§ **YOUR GOAL**
Find the line with "For a GIS import: Extract" in the records below. Copy it and every line after it, up to and including the line with "Instruction: Read the".

BEGIN ENTRIES SHOWN

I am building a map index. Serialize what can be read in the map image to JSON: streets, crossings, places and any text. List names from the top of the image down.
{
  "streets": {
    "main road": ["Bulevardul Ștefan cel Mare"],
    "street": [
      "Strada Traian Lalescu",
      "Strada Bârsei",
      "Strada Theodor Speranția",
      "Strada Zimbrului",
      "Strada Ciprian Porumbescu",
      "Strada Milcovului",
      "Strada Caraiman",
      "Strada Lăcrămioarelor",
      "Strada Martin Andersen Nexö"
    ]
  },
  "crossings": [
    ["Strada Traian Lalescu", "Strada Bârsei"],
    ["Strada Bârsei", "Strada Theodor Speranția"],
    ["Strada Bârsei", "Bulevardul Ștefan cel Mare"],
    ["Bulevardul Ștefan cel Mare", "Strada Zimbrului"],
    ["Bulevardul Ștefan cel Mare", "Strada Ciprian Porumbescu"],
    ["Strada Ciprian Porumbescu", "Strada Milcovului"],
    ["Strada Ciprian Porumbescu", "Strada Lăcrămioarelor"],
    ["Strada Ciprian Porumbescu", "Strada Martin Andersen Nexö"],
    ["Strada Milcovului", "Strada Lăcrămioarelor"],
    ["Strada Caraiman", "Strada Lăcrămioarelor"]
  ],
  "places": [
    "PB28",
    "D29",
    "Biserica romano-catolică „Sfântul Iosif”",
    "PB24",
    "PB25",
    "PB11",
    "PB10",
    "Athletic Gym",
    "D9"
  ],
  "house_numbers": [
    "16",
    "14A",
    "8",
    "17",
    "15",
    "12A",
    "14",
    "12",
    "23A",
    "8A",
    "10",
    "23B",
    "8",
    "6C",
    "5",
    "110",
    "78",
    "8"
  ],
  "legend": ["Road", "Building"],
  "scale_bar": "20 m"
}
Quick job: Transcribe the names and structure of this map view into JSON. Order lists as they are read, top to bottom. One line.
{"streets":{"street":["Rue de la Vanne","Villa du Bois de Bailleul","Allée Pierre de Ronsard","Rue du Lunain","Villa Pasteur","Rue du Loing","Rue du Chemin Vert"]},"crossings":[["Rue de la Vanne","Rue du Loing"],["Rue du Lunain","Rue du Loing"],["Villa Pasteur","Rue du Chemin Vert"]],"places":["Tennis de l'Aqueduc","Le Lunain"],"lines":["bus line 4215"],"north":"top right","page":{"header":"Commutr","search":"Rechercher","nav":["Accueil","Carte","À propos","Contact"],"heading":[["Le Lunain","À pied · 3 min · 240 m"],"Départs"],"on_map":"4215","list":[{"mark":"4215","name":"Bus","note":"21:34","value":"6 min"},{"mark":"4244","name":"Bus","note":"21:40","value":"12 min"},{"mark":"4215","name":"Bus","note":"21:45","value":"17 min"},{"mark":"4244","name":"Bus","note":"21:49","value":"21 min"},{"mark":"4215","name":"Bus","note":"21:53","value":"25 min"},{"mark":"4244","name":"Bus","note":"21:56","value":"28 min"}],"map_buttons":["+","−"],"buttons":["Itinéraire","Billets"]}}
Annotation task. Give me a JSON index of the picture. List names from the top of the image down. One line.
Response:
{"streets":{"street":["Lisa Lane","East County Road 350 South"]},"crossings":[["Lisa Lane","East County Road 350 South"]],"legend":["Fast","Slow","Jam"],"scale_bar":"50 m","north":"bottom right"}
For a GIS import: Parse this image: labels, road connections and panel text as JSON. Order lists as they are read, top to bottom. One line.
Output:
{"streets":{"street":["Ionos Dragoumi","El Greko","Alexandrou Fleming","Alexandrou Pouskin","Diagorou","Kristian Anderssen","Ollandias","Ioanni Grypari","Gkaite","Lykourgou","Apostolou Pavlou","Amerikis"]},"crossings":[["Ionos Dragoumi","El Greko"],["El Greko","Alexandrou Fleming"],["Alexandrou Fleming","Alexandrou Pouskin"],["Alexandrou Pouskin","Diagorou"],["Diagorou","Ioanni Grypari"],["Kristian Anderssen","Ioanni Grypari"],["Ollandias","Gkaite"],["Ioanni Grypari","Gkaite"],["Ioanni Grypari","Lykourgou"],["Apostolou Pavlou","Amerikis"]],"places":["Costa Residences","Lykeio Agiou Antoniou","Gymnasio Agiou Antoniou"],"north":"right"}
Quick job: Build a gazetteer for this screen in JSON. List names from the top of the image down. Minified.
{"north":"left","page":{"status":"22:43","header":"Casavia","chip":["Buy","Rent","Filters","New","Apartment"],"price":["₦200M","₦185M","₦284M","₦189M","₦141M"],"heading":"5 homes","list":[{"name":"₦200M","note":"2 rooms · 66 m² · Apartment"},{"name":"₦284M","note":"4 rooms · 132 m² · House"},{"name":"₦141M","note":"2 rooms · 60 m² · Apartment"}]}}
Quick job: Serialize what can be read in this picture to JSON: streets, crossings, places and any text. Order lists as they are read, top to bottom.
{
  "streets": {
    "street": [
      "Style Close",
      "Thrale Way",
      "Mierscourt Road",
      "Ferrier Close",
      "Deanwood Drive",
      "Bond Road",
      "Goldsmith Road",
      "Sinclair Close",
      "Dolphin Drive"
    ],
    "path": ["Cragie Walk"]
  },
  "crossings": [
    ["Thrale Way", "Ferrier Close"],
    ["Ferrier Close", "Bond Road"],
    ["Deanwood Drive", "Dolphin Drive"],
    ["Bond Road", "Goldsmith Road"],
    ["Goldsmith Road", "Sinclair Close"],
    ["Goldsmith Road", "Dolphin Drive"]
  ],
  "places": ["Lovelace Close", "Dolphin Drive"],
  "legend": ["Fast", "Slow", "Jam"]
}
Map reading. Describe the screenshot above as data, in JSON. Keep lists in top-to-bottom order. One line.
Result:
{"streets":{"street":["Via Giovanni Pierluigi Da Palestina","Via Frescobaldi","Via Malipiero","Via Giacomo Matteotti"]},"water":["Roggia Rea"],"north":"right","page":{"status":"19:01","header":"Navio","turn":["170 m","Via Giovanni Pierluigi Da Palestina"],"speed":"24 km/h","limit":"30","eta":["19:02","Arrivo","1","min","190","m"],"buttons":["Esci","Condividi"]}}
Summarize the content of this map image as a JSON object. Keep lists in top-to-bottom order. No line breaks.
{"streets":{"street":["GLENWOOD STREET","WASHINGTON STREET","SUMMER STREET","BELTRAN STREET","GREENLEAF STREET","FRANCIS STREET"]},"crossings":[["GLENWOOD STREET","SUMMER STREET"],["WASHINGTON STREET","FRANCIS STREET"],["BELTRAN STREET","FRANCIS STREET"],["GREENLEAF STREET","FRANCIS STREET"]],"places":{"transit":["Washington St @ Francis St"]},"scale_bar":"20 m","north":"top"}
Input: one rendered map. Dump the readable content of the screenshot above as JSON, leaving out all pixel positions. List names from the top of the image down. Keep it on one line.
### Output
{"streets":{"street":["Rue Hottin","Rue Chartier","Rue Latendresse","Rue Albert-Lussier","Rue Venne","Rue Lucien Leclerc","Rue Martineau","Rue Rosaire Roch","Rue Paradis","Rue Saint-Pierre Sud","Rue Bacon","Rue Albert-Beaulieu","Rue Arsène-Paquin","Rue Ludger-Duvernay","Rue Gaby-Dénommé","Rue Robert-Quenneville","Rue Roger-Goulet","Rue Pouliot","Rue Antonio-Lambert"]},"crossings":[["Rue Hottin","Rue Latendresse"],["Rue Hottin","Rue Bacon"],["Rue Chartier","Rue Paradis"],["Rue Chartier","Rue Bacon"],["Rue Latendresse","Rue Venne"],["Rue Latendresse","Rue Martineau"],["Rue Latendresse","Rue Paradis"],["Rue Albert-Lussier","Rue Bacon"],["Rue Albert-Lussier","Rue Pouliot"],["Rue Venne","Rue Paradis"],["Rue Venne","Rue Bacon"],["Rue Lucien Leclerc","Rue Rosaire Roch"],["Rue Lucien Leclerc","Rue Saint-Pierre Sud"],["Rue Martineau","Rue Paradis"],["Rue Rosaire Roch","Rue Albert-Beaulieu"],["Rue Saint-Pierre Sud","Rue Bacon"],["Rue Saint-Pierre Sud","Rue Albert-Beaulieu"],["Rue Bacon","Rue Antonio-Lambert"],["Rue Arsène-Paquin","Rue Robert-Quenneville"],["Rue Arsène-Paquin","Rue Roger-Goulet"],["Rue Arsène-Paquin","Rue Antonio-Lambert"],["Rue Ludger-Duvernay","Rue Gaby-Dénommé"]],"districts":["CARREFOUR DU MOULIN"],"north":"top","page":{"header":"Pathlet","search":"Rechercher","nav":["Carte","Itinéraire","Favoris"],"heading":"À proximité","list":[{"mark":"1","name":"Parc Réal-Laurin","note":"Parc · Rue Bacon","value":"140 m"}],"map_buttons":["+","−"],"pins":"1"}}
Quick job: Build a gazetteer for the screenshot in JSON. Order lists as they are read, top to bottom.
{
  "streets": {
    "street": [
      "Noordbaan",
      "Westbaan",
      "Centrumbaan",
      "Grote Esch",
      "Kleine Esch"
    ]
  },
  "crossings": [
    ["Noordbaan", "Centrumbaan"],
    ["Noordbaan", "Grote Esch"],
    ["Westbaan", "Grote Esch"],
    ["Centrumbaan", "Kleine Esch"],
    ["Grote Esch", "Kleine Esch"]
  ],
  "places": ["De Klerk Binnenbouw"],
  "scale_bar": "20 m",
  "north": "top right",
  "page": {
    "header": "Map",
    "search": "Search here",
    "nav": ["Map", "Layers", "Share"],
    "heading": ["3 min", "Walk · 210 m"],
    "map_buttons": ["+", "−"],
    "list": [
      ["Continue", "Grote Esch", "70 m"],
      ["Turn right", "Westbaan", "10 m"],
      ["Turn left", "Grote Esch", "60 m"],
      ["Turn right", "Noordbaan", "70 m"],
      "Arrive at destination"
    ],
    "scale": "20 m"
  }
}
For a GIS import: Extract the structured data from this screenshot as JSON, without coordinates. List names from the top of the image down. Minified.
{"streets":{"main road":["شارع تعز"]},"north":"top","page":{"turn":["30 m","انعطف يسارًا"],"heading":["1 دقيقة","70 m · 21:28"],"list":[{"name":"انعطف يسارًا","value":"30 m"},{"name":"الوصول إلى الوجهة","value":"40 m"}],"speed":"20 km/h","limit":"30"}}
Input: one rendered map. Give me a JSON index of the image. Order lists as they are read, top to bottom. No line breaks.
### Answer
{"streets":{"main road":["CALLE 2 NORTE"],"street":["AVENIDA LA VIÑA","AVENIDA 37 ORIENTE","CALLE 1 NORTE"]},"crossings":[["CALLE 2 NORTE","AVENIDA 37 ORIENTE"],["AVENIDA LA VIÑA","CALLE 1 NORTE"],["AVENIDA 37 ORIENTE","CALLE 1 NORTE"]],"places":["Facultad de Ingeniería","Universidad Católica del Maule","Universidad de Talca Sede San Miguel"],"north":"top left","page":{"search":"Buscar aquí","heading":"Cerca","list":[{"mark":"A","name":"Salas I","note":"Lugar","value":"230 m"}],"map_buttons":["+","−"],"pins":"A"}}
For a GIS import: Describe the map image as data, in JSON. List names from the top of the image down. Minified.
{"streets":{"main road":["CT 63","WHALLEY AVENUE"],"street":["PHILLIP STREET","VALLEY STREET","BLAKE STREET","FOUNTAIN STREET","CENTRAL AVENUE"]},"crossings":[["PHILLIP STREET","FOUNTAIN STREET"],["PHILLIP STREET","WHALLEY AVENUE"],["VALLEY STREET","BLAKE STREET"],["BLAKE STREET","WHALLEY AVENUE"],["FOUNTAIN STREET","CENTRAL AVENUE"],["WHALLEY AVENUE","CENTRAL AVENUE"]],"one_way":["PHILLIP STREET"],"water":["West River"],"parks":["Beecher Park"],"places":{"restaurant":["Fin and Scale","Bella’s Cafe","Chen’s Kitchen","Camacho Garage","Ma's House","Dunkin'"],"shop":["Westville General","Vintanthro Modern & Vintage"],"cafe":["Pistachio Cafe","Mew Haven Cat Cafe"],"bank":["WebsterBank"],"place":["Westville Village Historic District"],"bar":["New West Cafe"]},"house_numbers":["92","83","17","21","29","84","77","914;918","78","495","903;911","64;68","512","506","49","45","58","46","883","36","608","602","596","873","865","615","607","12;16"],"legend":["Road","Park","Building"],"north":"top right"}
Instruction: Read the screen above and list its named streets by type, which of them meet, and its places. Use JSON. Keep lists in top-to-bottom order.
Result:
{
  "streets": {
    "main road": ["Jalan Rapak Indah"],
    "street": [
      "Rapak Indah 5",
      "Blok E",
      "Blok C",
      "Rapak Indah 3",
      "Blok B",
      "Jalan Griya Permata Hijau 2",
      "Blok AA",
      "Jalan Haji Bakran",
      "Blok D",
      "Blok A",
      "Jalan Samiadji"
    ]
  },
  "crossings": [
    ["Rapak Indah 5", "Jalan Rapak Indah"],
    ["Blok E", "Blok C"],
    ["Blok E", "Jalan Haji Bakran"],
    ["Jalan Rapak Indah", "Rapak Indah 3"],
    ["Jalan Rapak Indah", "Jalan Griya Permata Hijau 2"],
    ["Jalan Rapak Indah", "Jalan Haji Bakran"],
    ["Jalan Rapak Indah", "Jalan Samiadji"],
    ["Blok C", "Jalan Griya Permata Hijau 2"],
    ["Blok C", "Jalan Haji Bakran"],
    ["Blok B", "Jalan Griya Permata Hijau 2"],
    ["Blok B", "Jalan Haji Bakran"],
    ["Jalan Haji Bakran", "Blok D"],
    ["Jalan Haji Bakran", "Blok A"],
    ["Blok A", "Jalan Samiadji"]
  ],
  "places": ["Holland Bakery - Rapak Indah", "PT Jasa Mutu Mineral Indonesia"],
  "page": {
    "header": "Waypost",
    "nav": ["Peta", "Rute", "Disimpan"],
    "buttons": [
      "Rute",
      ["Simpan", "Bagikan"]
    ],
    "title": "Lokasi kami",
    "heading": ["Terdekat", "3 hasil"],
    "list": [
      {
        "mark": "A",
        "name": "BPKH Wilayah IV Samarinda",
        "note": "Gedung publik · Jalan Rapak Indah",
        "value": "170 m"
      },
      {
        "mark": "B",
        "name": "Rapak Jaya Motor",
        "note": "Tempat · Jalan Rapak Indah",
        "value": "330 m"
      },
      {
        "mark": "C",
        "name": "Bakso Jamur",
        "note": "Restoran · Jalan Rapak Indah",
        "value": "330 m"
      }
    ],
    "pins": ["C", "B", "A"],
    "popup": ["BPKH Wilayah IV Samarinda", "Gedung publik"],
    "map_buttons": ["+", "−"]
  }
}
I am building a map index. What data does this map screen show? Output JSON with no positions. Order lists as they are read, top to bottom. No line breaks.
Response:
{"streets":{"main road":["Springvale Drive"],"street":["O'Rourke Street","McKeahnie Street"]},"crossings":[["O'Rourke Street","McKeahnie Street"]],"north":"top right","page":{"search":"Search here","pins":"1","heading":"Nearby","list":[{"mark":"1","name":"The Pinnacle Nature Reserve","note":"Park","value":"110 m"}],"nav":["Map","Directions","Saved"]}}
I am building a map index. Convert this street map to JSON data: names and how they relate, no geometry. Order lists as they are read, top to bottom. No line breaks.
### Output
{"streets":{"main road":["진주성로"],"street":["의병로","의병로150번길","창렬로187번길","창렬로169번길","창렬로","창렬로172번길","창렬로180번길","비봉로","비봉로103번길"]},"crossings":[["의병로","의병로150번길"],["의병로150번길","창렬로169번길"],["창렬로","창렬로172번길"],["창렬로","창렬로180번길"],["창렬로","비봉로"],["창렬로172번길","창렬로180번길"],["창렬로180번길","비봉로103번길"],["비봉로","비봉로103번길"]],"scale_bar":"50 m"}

END ENTRIES SHOWN

§ **EXERCISE SOLUTION**
For a GIS import: Extract the structured data from this screenshot as JSON, without coordinates. List names from the top of the image down. Minified.
{"streets":{"main road":["شارع تعز"]},"north":"top","page":{"turn":["30 m","انعطف يسارًا"],"heading":["1 دقيقة","70 m · 21:28"],"list":[{"name":"انعطف يسارًا","value":"30 m"},{"name":"الوصول إلى الوجهة","value":"40 m"}],"speed":"20 km/h","limit":"30"}}
Input: one rendered map. Give me a JSON index of the image. Order lists as they are read, top to bottom. No line breaks.
### Answer
{"streets":{"main road":["CALLE 2 NORTE"],"street":["AVENIDA LA VIÑA","AVENIDA 37 ORIENTE","CALLE 1 NORTE"]},"crossings":[["CALLE 2 NORTE","AVENIDA 37 ORIENTE"],["AVENIDA LA VIÑA","CALLE 1 NORTE"],["AVENIDA 37 ORIENTE","CALLE 1 NORTE"]],"places":["Facultad de Ingeniería","Universidad Católica del Maule","Universidad de Talca Sede San Miguel"],"north":"top left","page":{"search":"Buscar aquí","heading":"Cerca","list":[{"mark":"A","name":"Salas I","note":"Lugar","value":"230 m"}],"map_buttons":["+","−"],"pins":"A"}}
For a GIS import: Describe the map image as data, in JSON. List names from the top of the image down. Minified.
{"streets":{"main road":["CT 63","WHALLEY AVENUE"],"street":["PHILLIP STREET","VALLEY STREET","BLAKE STREET","FOUNTAIN STREET","CENTRAL AVENUE"]},"crossings":[["PHILLIP STREET","FOUNTAIN STREET"],["PHILLIP STREET","WHALLEY AVENUE"],["VALLEY STREET","BLAKE STREET"],["BLAKE STREET","WHALLEY AVENUE"],["FOUNTAIN STREET","CENTRAL AVENUE"],["WHALLEY AVENUE","CENTRAL AVENUE"]],"one_way":["PHILLIP STREET"],"water":["West River"],"parks":["Beecher Park"],"places":{"restaurant":["Fin and Scale","Bella’s Cafe","Chen’s Kitchen","Camacho Garage","Ma's House","Dunkin'"],"shop":["Westville General","Vintanthro Modern & Vintage"],"cafe":["Pistachio Cafe","Mew Haven Cat Cafe"],"bank":["WebsterBank"],"place":["Westville Village Historic District"],"bar":["New West Cafe"]},"house_numbers":["92","83","17","21","29","84","77","914;918","78","495","903;911","64;68","512","506","49","45","58","46","883","36","608","602","596","873","865","615","607","12;16"],"legend":["Road","Park","Building"],"north":"top right"}
Instruction: Read the screen above and list its named streets by type, which of them meet, and its places. Use JSON. Keep lists in top-to-bottom order.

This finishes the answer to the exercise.